Fenchurch Street Station opened 1841
The London and Blackwall Railway opened the first railway terminus in the City of London at Fenchurch Street. No steam locomotives were used on this line until 1849, so trains were dragged from Blackwall to Minories by cable and then have to reach Fenchurch Street by their own momentum. Gravity and a helping hand from station staff enabled trains to leave the platform.
London’s first pillar-box 1855
The idea of a pillar-box was credited to the novelist Anthony Trollope who had worked for the Post Office. London’s first pillar-box was on the corner of Farringdon Street and Fleet Street. There were ten collections a day, between the hours of 9am and 10pm.
First underground railway opens 1863
The Metropolitan Railway, the world’s first underground railway, opened, running between Paddington and Farringdon. In the first six months of its operation, an average of nearly 28,000 passengers daily made the 18-minute journey.

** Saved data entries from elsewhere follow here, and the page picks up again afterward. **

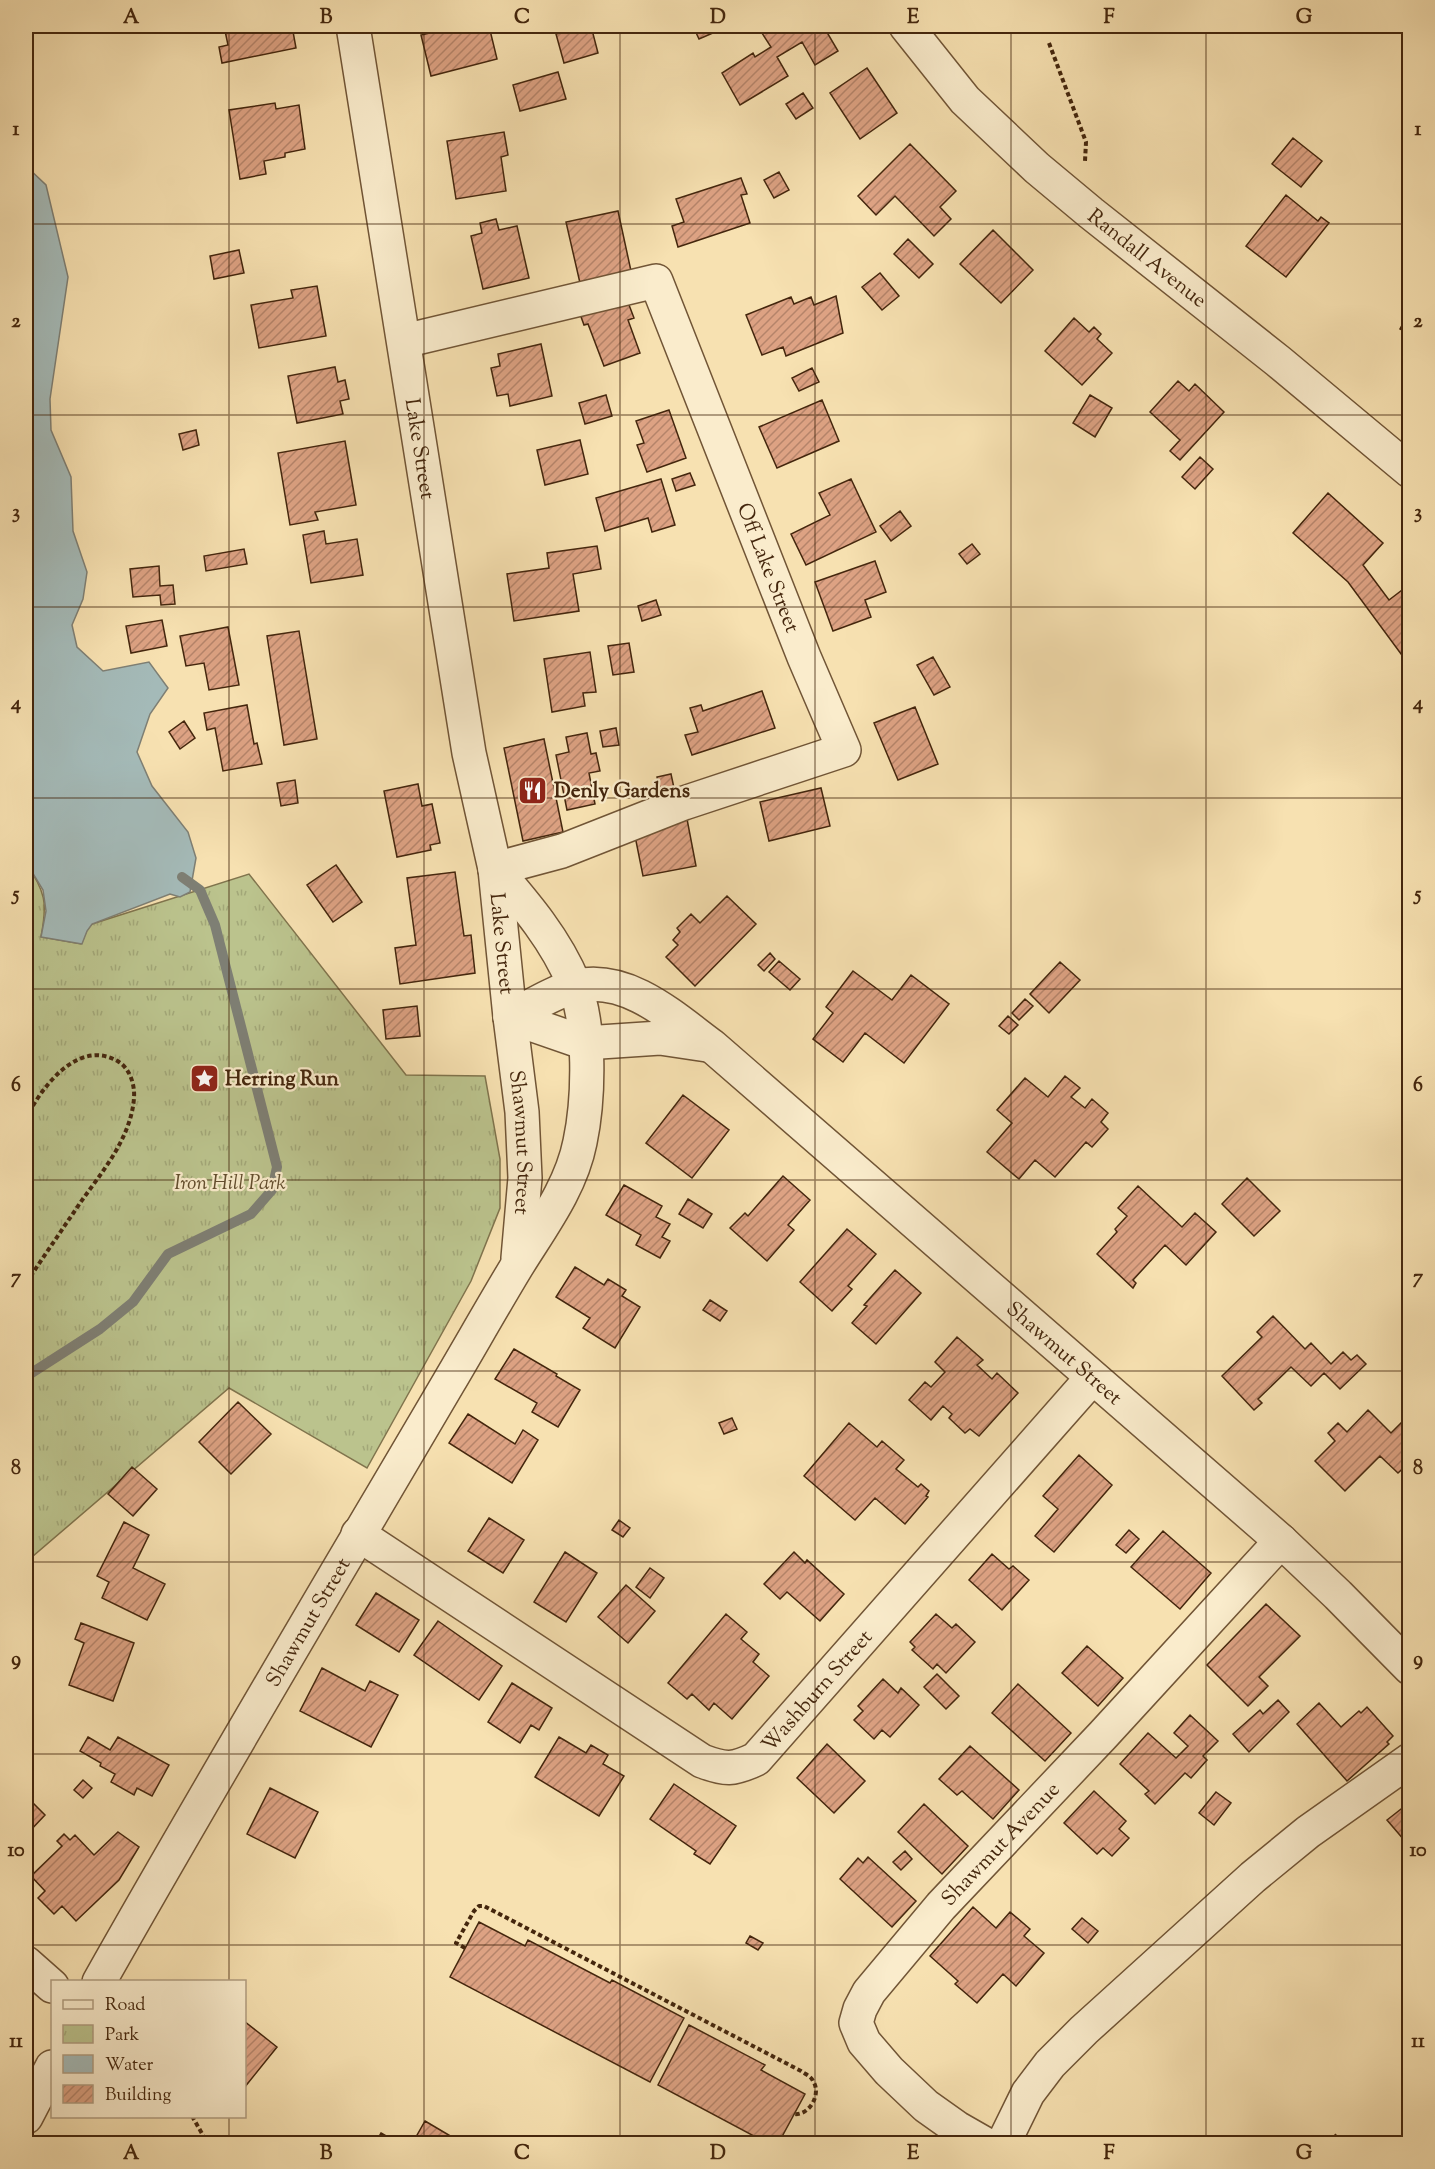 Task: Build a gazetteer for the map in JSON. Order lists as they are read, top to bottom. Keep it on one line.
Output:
{"streets":{"street":["Randall Avenue","Lake Street","Off Lake Street","Shawmut Street","Washburn Street","Shawmut Avenue"]},"crossings":[["Lake Street","Off Lake Street"],["Lake Street","Shawmut Street"],["Shawmut Street","Washburn Street"],["Shawmut Street","Shawmut Avenue"]],"parks":["Iron Hill Park"],"places":{"restaurant":["Denly Gardens"],"place":["Herring Run"]},"legend":["Road","Park","Water","Building"],"grid":{"columns":["A","B","C","D","E","F","G"],"rows":["1","2","3","4","5","6","7","8","9","10","11"]}} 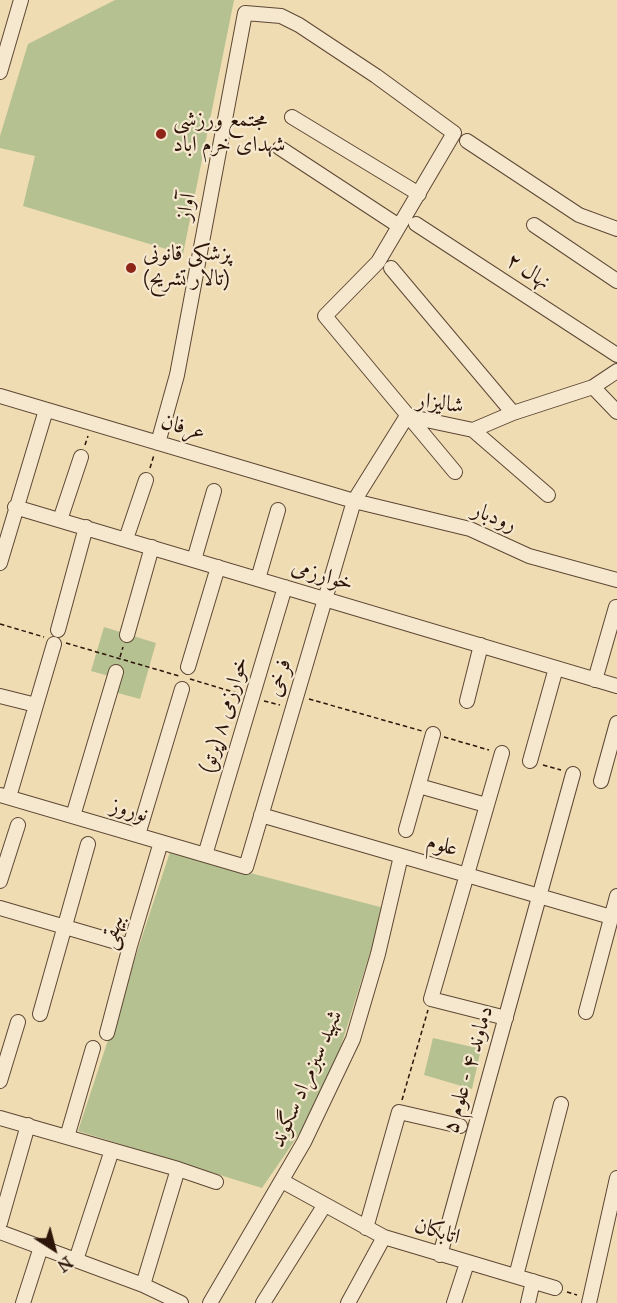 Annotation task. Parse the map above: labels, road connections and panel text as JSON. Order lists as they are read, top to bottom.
{
  "streets": {
    "street": [
      "آواز",
      "نهال ۲",
      "شالیزار",
      "عرفان",
      "رودبار",
      "خوارزمی",
      "فرخی",
      "خوارزمی ۸ (پرتو)",
      "نوروز",
      "علوم",
      "بیهقی",
      "دماوند ۴ - علوم ۵",
      "شهید سبزمراد سگوند",
      "اتابکان"
    ]
  },
  "crossings": [
    ["آواز", "عرفان"],
    ["شالیزار", "عرفان"],
    ["شالیزار", "رودبار"],
    ["شالیزار", "فرخی"],
    ["عرفان", "رودبار"],
    ["عرفان", "فرخی"],
    ["رودبار", "فرخی"],
    ["خوارزمی", "فرخی"],
    ["خوارزمی", "خوارزمی ۸ (پرتو)"],
    ["فرخی", "نوروز"],
    ["فرخی", "علوم"],
    ["خوارزمی ۸ (پرتو)", "نوروز"],
    ["نوروز", "بیهقی"],
    ["علوم", "دماوند ۴ - علوم ۵"],
    ["علوم", "شهید سبزمراد سگوند"],
    ["دماوند ۴ - علوم ۵", "اتابکان"],
    ["شهید سبزمراد سگوند", "اتابکان"]
  ],
  "places": ["مجتمع ورزشی شهدای خرم اباد", "پزشکی قانونی (تالار تشریح)"],
  "north": "bottom right"
} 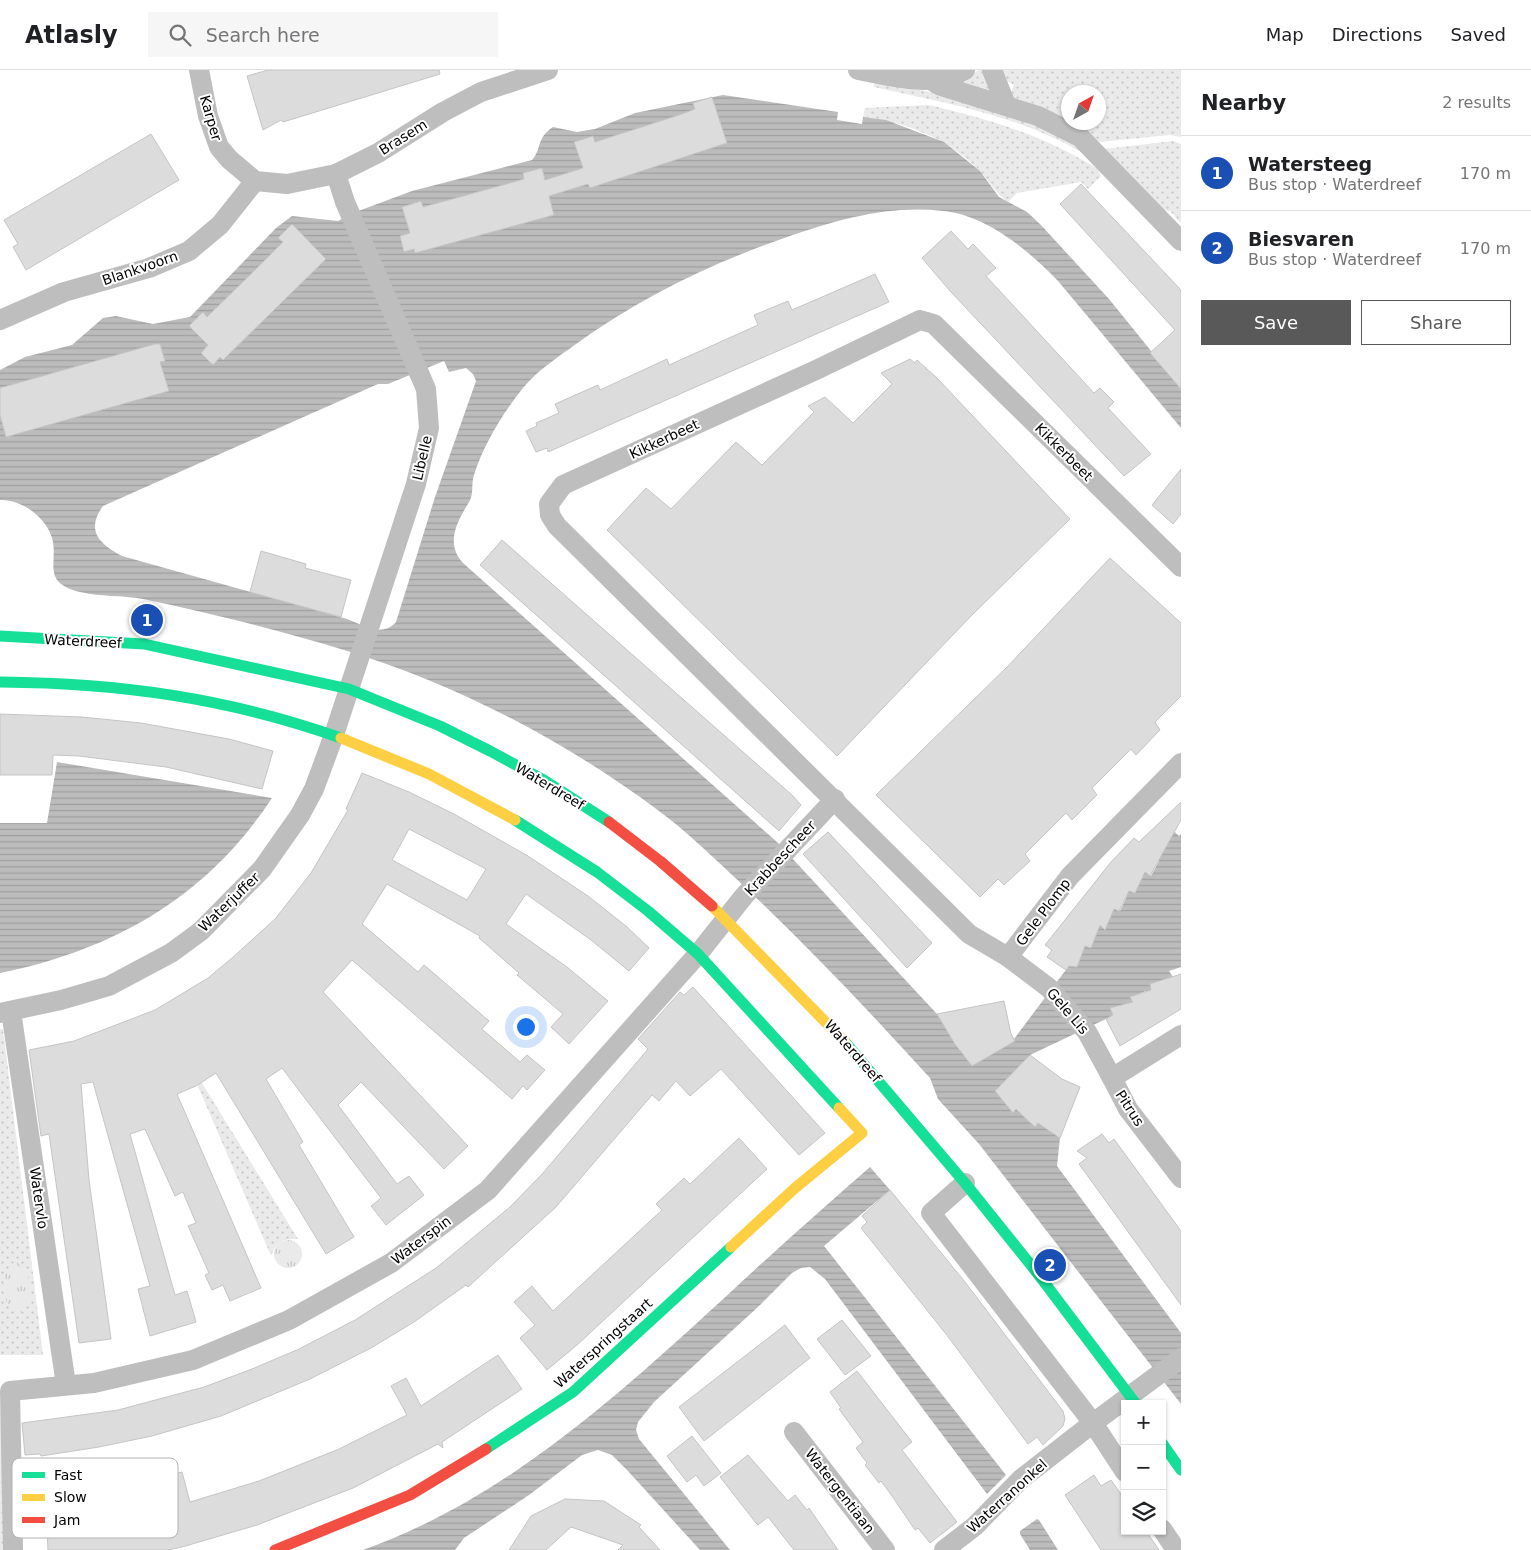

Jack the Ripper strikes 1888
The notorious Jack the Ripper murdered several young women working in Whitechapel district as prostitutes during the summer and autumn of 1888. The body of one of his victims, Catherine Eddowes, was found in Mitre Square, inside the eastern boundary of the City. No one was ever convicted of these murders and the Ripper remains unidentified to this day.
Tower Bridge completed 1894
After eight years of construction, the Prince of Wales opened Tower Bridge, designed by City Architect Horace Jones. The river had remained navigable during the whole construction. The bascule bridge allowed an opening of 200 feet and headroom of 135 feet, enough to allow access for almost all vessels to the Pool of London.
Queen Victoria’s Diamond Jubilee 1897
Queen Victoria arrived at the steps of St Paul’s Cathedral for a service held on 22 June to commemorate her reign of 60 years.